Holoportation: Virtual 3D Teleportation in Real-time
This week, we’re tackling something that feels almost like science fiction. Published in 2016, this paper covers the essential innovation and information we need to get closer to a Jedi council holo meeting :). But in all seriousness, the vision of true telepresence has the potential to save a lot of travel time, trillions of dollars for business travel, reduce carbon emissions, and keep relationships close despite physical distance.
Holoportation is a new type of technology that captures, transmits, and renders 3D models of any person or object in high-quality, real-time. Most significantly, this paper describes the optimized pipeline that enables high-quality, real-time transmission and reconstruction, as well as an active stereo depth camera design that enables high-quality 3D capture.
This Week’s Paper
Sergio Orts-Escolano, Christoph Rhemann, Sean Fanello, Wayne Chang, Adarsh Kowdle, Yury Degtyarev, David Kim, Philip L. Davidson, Sameh Khamis, Mingsong Dou, Vladimir Tankovich, Charles Loop, Qin Cai, Philip A. Chou, Sarah Mennicken, Julien Valentin, Vivek Pradeep, Shenlong Wang, Sing Bing Kang, Pushmeet Kohli, Yuliya Lutchyn, Cem Keskin, and Shahram Izadi. 2016. Holoportation: Virtual 3D Teleportation in Real-time. In Proceedings of the 29th Annual Symposium on User Interface Software and Technology (UIST '16). Association for Computing Machinery, New York, NY, USA, 741–754.

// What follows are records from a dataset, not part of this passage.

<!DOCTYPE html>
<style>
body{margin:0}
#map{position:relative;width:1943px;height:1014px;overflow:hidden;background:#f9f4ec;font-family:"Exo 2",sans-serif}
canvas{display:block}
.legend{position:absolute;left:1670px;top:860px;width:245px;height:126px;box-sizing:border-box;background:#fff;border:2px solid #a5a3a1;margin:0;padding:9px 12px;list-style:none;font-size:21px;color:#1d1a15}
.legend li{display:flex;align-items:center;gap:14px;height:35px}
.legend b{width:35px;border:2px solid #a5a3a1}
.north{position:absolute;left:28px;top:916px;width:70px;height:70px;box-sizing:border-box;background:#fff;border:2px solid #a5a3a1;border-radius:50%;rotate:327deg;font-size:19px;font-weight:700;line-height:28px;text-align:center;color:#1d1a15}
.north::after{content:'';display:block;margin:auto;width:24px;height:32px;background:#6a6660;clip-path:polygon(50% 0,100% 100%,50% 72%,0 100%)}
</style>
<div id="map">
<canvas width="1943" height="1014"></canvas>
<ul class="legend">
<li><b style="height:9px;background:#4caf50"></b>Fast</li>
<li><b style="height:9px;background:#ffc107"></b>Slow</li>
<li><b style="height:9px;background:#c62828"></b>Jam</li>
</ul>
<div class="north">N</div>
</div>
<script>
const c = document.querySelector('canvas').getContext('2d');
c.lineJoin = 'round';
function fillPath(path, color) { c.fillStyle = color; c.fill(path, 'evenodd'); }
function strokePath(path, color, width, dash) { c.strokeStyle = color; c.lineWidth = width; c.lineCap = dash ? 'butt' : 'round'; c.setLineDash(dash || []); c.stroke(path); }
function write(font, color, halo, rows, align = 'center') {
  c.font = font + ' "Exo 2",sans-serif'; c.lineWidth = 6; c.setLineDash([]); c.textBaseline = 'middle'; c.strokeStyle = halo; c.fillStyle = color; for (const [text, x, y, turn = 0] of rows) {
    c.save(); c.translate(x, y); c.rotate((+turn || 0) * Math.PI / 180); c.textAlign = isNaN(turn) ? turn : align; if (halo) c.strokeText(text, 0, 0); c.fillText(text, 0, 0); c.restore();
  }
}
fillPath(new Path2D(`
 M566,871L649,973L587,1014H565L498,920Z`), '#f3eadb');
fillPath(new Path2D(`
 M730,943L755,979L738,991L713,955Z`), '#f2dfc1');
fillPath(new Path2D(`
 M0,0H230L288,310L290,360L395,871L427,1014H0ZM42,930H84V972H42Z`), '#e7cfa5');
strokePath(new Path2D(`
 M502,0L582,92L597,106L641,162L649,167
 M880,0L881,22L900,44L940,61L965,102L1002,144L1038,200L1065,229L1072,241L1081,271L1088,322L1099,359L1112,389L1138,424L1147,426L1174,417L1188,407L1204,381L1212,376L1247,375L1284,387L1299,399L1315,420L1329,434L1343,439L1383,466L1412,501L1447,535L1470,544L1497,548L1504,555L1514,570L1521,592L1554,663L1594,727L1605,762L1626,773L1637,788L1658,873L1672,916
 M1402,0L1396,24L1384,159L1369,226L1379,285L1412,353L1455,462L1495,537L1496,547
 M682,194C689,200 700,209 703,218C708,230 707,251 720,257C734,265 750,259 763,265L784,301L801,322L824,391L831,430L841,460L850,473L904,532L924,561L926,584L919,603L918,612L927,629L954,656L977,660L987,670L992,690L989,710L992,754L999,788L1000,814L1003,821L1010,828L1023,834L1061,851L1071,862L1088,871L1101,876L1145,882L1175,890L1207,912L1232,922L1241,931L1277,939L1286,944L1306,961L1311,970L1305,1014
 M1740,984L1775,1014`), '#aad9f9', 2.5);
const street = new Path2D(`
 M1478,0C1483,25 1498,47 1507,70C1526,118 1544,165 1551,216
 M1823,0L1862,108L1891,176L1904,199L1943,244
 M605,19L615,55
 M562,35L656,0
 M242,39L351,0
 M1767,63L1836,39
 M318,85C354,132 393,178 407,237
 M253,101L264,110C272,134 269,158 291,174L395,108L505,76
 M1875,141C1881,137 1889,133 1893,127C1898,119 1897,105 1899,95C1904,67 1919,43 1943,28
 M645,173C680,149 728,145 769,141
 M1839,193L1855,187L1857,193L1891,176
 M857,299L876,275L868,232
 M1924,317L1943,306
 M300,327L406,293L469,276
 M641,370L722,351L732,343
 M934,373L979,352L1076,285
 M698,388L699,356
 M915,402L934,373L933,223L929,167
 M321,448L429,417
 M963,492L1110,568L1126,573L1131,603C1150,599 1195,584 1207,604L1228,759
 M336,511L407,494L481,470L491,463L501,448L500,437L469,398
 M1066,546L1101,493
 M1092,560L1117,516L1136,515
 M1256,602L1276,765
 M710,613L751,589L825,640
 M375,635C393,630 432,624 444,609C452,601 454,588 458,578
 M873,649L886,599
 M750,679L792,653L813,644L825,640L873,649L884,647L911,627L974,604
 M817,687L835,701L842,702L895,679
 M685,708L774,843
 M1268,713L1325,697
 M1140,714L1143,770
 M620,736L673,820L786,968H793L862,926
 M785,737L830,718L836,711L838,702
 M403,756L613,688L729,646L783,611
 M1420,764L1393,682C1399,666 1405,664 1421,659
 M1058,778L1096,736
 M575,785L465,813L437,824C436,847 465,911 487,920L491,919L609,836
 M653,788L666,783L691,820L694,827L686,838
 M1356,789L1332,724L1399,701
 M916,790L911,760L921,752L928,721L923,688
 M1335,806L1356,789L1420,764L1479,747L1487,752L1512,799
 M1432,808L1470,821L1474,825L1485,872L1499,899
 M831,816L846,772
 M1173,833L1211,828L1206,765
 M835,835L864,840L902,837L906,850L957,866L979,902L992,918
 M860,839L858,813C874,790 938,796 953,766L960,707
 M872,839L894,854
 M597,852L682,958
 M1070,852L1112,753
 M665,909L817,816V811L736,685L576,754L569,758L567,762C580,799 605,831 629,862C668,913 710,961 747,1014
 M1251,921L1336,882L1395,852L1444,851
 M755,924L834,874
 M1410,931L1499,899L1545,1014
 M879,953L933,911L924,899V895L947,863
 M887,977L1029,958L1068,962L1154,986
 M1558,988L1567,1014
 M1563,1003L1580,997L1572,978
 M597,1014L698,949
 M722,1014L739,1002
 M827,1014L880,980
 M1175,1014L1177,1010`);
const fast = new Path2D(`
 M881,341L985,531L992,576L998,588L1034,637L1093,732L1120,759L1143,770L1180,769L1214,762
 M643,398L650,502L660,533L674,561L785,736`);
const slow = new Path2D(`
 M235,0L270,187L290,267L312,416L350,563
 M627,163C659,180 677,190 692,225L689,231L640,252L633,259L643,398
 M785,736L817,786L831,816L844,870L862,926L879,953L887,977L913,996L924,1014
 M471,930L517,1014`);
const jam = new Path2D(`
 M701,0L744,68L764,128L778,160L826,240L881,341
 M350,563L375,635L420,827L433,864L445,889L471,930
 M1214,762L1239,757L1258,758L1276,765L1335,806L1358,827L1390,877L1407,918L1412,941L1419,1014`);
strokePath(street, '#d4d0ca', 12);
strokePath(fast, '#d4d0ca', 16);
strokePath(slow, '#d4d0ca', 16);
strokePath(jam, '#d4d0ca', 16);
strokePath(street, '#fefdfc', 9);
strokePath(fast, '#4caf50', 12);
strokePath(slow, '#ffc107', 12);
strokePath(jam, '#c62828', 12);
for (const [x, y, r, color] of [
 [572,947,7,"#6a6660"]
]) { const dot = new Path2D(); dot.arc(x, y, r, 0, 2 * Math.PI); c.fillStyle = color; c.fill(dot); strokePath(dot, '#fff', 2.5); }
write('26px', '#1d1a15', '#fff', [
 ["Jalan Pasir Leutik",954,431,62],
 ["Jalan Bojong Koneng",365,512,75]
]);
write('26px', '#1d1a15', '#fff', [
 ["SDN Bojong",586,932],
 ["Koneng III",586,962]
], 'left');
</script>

DOI Link: 10.1145/2984511.2984517
Summary
System Overview
The authors posit that spatial audio, high-quality full-body 3D reconstruction, and shared virtual space are the key components to creating a sense of co-presence. Thus, the Holoportation system was designed to support these requirements.
I will go over a summary of the entire Holoportation pipeline and then dive into specific sections after. Here is the summary:
8 custom capture pods surround the capture space. A user can wear a headset in this capture space to see the 3D live stream from the other site. The system synchronizes the space, so the local and remote users have a shared virtual space.
For each frame:
Any person/object that enters the space will have its depth estimated and RGB image captured. Audio along with the headset’s pose is also captured.
Any person/object in the scene is segmented from the background.
The depth data from each pod are fused to derive a resultant 3D volumetric mesh.
The mesh, color, and audio streams are then transmitted over the network.
Color is rendered on the mesh on the receiving PC.
The mesh is then remotely rendered to the receiving untethered headset via WiFi. Audio is played back relative to the transmitted pose to simulate a sense of spatial audio.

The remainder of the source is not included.